The people in the house with Jonet are asked to leave so that they will not be infected with the fairy ailment as it leaves her after she drinks the potion.
It is clear from the record that Stephen travelled around the area, making his living from his healing work. The payments made to him are mentioned more than once in the evidence given. Although his healing work might be said to be benign, it is evident from the statements given about his activities that local people held him in awe because of his powers and that he was not above threatening them when they did not pay promptly or treat him with the respect that he felt he deserved. In one case, feeling that he had been slighted, Stephen threatened one of his customers, John Foster of Kippen, with a reversal of the healing process previously used on him.

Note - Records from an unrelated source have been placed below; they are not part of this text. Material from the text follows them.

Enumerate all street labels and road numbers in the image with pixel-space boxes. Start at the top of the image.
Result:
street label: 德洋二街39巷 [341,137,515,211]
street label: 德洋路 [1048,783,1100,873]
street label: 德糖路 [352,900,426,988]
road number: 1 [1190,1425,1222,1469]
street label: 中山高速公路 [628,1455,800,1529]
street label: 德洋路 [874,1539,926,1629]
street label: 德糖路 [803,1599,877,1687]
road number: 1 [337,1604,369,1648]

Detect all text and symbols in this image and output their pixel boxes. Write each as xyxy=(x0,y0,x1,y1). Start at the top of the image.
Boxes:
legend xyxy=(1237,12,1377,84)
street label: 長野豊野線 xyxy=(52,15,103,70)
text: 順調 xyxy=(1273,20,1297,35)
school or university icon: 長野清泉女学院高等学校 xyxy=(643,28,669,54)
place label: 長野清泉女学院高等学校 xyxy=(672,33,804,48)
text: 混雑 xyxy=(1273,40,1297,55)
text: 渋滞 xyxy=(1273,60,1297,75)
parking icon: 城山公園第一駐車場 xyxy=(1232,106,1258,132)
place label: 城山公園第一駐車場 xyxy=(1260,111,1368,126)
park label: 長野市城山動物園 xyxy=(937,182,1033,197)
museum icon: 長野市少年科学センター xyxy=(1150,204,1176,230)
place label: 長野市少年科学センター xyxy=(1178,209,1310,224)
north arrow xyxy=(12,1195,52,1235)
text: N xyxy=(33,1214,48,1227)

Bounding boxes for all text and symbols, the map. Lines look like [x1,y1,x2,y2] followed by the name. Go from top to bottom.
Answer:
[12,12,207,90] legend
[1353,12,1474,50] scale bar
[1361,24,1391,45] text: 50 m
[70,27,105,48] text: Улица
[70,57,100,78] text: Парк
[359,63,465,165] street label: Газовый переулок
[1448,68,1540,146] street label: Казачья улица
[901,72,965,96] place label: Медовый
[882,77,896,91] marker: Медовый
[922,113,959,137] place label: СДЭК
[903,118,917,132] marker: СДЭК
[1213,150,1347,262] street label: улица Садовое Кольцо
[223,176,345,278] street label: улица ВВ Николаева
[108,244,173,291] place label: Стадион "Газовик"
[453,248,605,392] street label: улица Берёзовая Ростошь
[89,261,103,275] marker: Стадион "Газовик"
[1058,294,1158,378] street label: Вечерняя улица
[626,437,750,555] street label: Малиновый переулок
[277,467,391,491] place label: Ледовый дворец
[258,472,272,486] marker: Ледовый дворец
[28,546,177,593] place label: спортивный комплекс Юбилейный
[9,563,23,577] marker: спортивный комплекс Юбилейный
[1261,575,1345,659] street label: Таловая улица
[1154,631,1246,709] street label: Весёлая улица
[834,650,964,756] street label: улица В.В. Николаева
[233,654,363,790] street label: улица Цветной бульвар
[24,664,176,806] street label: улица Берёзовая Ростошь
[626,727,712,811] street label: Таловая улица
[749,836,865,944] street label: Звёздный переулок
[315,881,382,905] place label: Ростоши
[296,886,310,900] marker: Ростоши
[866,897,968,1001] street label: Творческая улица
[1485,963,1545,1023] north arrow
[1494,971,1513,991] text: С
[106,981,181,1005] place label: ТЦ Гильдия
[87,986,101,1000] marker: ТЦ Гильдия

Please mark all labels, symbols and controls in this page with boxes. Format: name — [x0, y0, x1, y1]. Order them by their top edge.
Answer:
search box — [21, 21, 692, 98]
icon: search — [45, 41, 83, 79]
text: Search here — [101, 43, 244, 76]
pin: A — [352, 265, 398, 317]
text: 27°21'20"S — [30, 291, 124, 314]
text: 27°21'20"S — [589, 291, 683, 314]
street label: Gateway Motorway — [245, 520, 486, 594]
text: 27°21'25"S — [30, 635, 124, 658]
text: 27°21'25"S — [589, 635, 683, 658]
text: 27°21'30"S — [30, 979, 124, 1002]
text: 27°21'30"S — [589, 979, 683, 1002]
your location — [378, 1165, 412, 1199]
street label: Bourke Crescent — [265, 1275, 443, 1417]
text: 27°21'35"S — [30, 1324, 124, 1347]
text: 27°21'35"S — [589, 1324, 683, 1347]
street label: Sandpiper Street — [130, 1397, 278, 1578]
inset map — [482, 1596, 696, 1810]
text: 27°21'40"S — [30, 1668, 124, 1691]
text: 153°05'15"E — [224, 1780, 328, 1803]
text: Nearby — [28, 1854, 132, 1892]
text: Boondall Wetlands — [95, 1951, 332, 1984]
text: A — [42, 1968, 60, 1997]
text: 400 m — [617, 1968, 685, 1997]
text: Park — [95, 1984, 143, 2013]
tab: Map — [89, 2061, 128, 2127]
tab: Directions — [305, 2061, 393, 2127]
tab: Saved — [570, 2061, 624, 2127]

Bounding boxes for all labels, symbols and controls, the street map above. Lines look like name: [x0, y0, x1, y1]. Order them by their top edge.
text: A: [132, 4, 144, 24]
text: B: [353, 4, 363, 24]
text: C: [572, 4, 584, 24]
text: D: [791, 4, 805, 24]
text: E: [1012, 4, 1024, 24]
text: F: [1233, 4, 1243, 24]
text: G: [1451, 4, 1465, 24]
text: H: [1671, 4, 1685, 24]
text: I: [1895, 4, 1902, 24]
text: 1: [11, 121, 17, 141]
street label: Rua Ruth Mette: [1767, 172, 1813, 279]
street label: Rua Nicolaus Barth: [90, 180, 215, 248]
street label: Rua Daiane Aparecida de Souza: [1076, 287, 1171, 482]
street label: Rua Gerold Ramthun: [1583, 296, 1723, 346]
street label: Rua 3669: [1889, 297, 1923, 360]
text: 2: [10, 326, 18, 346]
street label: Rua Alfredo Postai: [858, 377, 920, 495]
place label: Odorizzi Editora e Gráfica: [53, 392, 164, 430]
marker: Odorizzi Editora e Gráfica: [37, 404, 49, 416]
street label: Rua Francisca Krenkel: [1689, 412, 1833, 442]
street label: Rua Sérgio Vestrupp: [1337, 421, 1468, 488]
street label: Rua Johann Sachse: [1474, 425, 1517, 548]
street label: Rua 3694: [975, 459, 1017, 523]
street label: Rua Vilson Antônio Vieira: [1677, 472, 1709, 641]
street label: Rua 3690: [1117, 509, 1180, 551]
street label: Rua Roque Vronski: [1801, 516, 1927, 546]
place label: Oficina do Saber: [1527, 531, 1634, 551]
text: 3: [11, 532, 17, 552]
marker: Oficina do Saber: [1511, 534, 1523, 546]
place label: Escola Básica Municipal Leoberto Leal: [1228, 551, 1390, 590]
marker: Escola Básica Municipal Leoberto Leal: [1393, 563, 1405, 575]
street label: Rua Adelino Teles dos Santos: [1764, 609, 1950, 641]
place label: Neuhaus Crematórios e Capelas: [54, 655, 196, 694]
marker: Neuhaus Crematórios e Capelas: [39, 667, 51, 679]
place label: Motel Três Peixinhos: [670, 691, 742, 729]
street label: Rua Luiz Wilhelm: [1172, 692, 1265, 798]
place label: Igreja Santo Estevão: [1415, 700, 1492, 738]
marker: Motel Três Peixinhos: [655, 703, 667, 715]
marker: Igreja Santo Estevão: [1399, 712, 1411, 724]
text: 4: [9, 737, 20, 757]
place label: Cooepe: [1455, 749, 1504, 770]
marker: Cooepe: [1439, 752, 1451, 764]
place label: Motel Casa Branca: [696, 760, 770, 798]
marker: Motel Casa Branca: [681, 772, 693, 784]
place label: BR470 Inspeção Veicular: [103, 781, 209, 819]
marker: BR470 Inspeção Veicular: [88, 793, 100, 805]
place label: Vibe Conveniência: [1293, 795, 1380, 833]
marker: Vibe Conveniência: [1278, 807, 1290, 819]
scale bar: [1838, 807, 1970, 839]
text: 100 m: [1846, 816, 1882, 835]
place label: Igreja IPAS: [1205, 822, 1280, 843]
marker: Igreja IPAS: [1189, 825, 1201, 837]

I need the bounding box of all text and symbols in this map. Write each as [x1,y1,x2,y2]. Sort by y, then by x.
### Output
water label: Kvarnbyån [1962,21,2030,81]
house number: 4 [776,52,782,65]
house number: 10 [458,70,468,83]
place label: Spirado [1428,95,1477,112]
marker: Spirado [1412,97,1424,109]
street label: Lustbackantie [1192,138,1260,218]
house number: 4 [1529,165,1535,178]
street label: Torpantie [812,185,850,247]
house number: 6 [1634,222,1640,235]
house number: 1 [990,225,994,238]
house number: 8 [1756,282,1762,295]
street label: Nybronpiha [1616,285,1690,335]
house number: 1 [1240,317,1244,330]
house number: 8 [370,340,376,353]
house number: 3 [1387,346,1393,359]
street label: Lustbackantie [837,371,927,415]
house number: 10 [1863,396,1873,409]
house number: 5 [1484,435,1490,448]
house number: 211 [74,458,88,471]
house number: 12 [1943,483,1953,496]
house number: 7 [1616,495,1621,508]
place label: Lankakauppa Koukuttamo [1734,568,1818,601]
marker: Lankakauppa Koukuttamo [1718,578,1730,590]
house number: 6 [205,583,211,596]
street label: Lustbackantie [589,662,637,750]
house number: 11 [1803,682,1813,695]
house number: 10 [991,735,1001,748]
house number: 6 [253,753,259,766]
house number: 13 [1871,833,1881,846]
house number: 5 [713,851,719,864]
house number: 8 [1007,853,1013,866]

“Likeways confessed that after the said John was somewhat convalesced [of his previous illness] and the said John seemed to be somewhat unkindly to him, that [Stephen] in a menacing was said that the wound that struck him before was still in evidence.”
Stephen is also recorded as having punished a man who failed to pay him in full in this sinister piece of evidence:
“The same day Stephen confesses that he was with James Glen in Abbey Young’s about six years ago and promised to cure him [of] being a lunatic for the which he confesses that he caused the said James Glen to set forth alone between nine and ten o’clock in a winter night and bade him draw a circle about the said James with a drawn sword and that the said Stephen went out on his own into the yard to hold off the fairies from the said James. For the which he had bargained to have received five merks money whereof he [James] gave him the half thereof only. And the said Stephen meeting with the said James Glen upon the last Stirling Fair, and seeking the rest of the money, the said James answered that he [Stephen] had got overmuch [money] for any good that he had done him. Whereupon the said Stephen took the man by the hand and said he should put him in his own place. And so it seems that it transpired for that same night the man hanged himself.”
It is likely that Stephen believed he actually had healing powers and this conviction gave him a great deal of influence over people at a time where there was little knowledge about nor effective treatment for the multitudinous ailments that affected people and their livestock.
Once Stephen was proven guilty in the Presbytery Court, he would have been handed over to the civil authorities for further examination and judgement. There is no information surviving about Stephen’s civil trial but it seems likely that he would have been executed for witchcraft given the weight of evidence in these minutes against him.
If you are interested in witchcraft in Scotland at this time, there is an excellent resource available on the University of Edinburgh website where you can search for individual cases and the evidence that exists concerning them.